EXERCISE
Return the listing below character for character.

- - - - - - -

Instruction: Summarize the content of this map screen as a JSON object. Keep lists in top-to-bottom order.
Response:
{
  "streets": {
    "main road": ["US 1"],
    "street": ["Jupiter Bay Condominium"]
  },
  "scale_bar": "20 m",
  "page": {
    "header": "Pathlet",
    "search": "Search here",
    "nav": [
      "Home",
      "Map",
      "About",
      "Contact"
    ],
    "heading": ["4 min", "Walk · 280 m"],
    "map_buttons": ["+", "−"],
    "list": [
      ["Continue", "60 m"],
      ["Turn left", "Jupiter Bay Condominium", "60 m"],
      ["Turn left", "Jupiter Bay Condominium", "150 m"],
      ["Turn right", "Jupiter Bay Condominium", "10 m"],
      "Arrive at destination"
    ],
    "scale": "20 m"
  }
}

- - - - - - -

SOLVED EXERCISE
Instruction: Summarize the content of this map screen as a JSON object. Keep lists in top-to-bottom order.
Response:
{
  "streets": {
    "main road": ["US 1"],
    "street": ["Jupiter Bay Condominium"]
  },
  "scale_bar": "20 m",
  "page": {
    "header": "Pathlet",
    "search": "Search here",
    "nav": [
      "Home",
      "Map",
      "About",
      "Contact"
    ],
    "heading": ["4 min", "Walk · 280 m"],
    "map_buttons": ["+", "−"],
    "list": [
      ["Continue", "60 m"],
      ["Turn left", "Jupiter Bay Condominium", "60 m"],
      ["Turn left", "Jupiter Bay Condominium", "150 m"],
      ["Turn right", "Jupiter Bay Condominium", "10 m"],
      "Arrive at destination"
    ],
    "scale": "20 m"
  }
}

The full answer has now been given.